- **PROBLEM TO WORK ON**: Print the records below exactly, and do not carry over any picture.

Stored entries

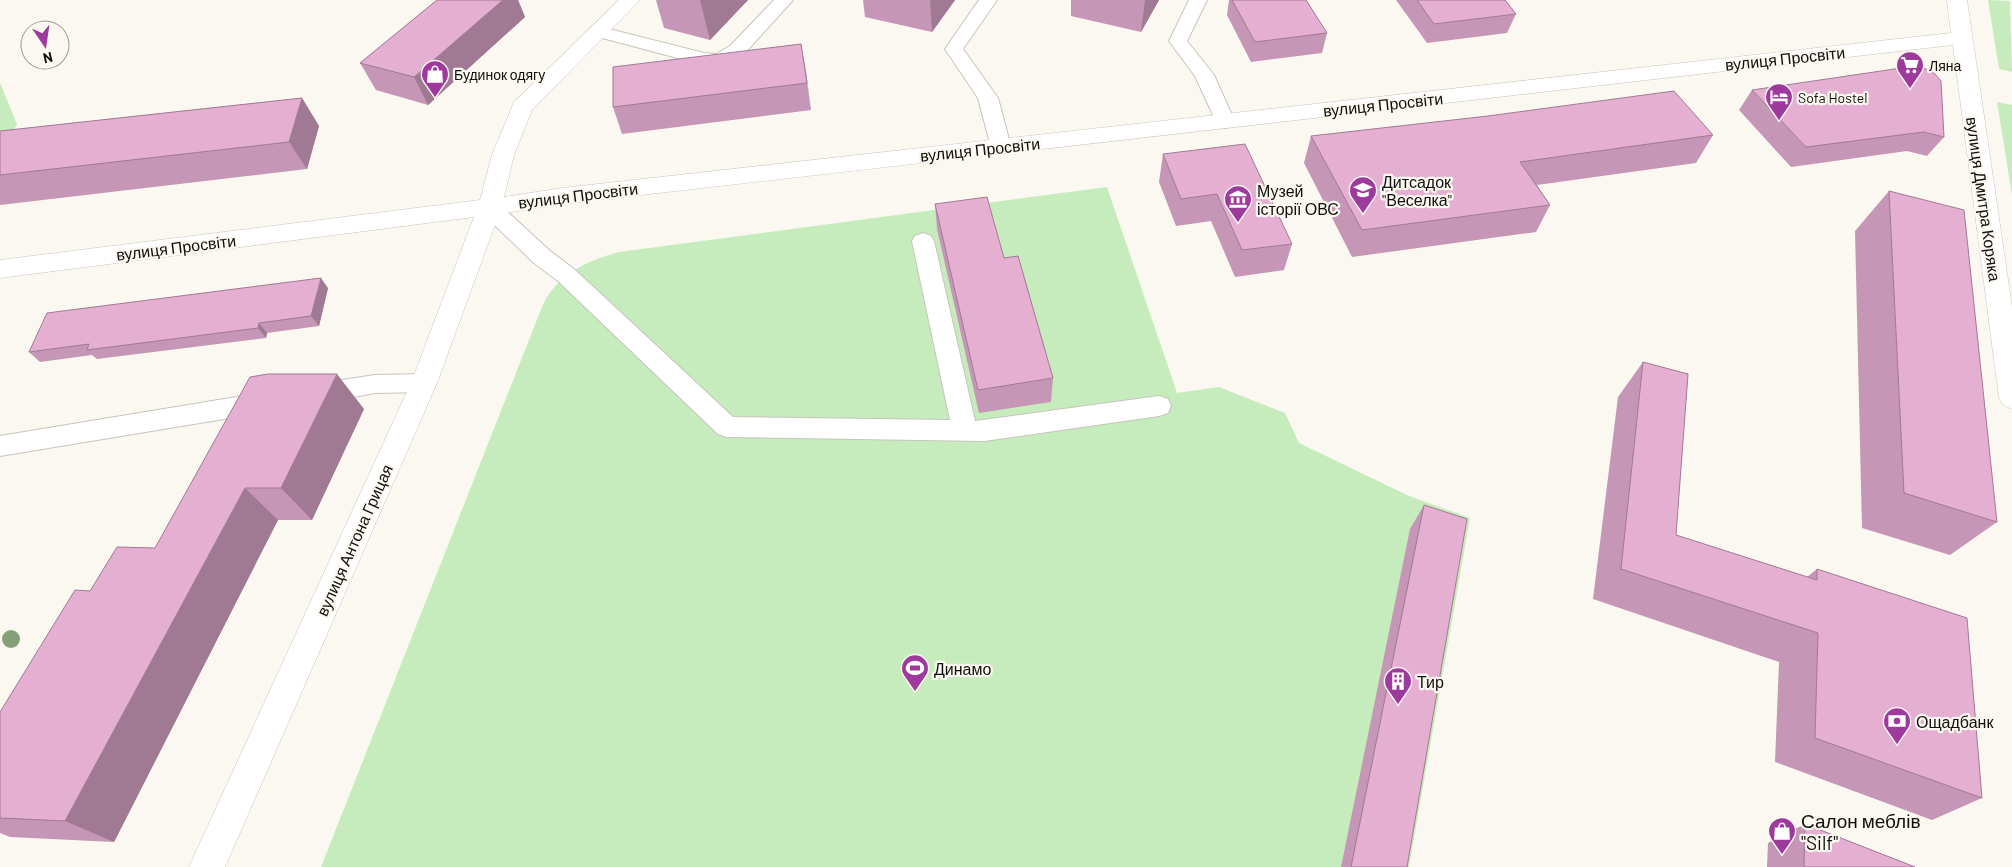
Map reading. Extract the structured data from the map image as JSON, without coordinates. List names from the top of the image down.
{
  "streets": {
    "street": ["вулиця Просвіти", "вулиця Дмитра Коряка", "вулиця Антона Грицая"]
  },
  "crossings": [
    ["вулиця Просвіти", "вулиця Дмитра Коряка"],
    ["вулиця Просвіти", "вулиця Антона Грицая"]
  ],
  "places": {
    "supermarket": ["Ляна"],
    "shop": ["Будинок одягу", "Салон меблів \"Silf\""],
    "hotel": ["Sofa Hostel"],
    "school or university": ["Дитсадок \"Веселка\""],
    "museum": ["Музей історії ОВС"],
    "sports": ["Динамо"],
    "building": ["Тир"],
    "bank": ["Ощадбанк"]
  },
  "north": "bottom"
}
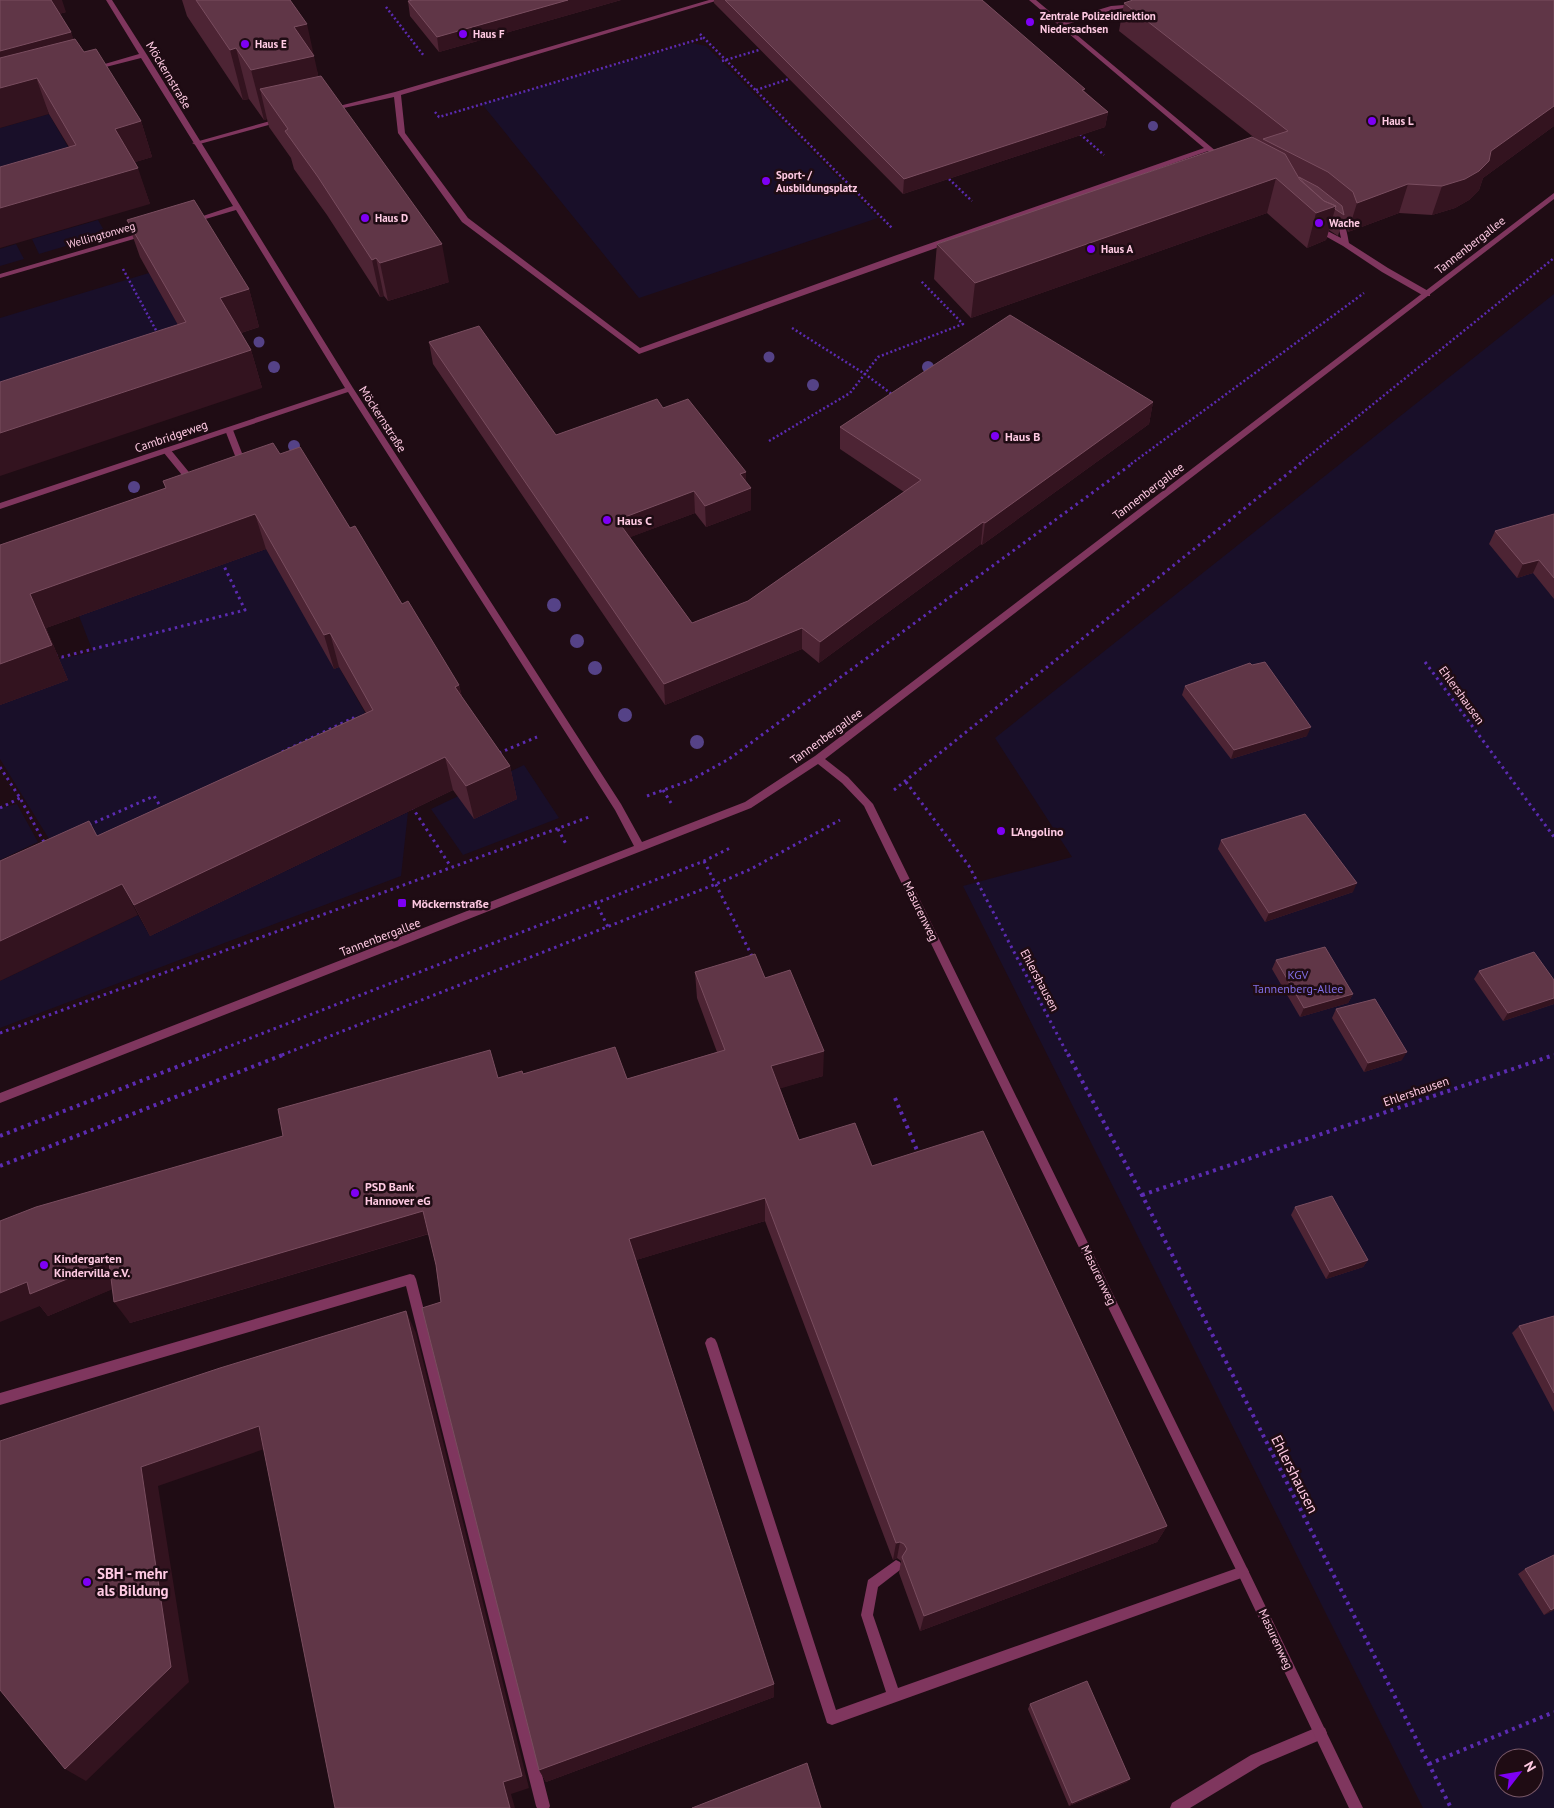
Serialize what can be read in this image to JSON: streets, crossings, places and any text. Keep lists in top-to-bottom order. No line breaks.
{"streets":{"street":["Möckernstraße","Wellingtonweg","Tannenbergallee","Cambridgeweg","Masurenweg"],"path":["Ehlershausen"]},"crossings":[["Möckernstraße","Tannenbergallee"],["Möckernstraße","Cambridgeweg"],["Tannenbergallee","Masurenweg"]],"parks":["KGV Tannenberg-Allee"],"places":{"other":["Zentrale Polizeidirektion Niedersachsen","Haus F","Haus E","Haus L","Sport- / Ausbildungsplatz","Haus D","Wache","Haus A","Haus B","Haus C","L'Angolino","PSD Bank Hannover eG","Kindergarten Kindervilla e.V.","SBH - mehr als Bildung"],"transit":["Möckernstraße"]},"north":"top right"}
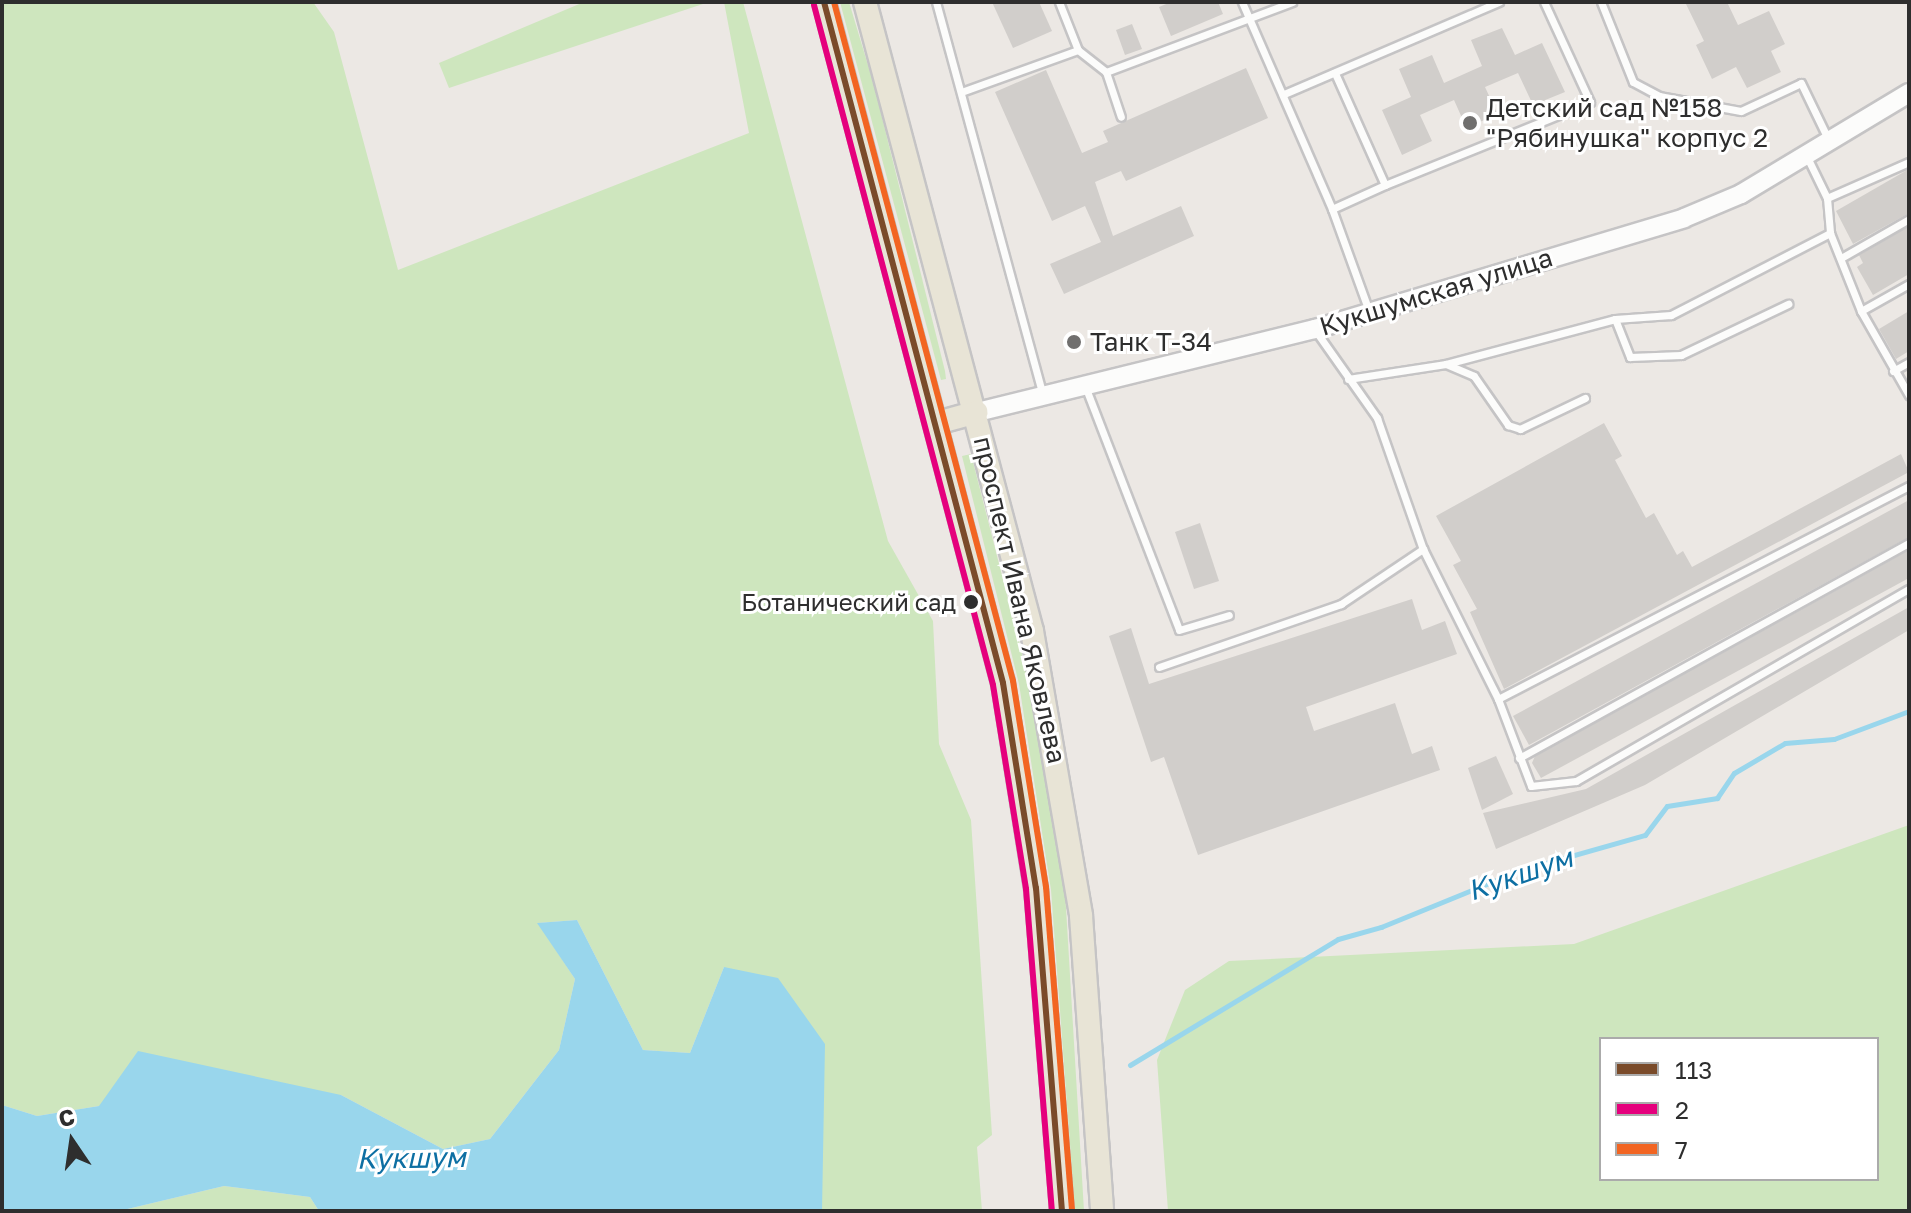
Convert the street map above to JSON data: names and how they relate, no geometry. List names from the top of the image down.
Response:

- **EXPECTED ANSWER**:
Map reading. Extract the structured data from the map image as JSON, without coordinates. List names from the top of the image down.
{
  "streets": {
    "street": ["вулиця Просвіти", "вулиця Дмитра Коряка", "вулиця Антона Грицая"]
  },
  "crossings": [
    ["вулиця Просвіти", "вулиця Дмитра Коряка"],
    ["вулиця Просвіти", "вулиця Антона Грицая"]
  ],
  "places": {
    "supermarket": ["Ляна"],
    "shop": ["Будинок одягу", "Салон меблів \"Silf\""],
    "hotel": ["Sofa Hostel"],
    "school or university": ["Дитсадок \"Веселка\""],
    "museum": ["Музей історії ОВС"],
    "sports": ["Динамо"],
    "building": ["Тир"],
    "bank": ["Ощадбанк"]
  },
  "north": "bottom"
}
Serialize what can be read in this image to JSON: streets, crossings, places and any text. Keep lists in top-to-bottom order. No line breaks.
{"streets":{"street":["Möckernstraße","Wellingtonweg","Tannenbergallee","Cambridgeweg","Masurenweg"],"path":["Ehlershausen"]},"crossings":[["Möckernstraße","Tannenbergallee"],["Möckernstraße","Cambridgeweg"],["Tannenbergallee","Masurenweg"]],"parks":["KGV Tannenberg-Allee"],"places":{"other":["Zentrale Polizeidirektion Niedersachsen","Haus F","Haus E","Haus L","Sport- / Ausbildungsplatz","Haus D","Wache","Haus A","Haus B","Haus C","L'Angolino","PSD Bank Hannover eG","Kindergarten Kindervilla e.V.","SBH - mehr als Bildung"],"transit":["Möckernstraße"]},"north":"top right"}
Convert the street map above to JSON data: names and how they relate, no geometry. List names from the top of the image down.
Response:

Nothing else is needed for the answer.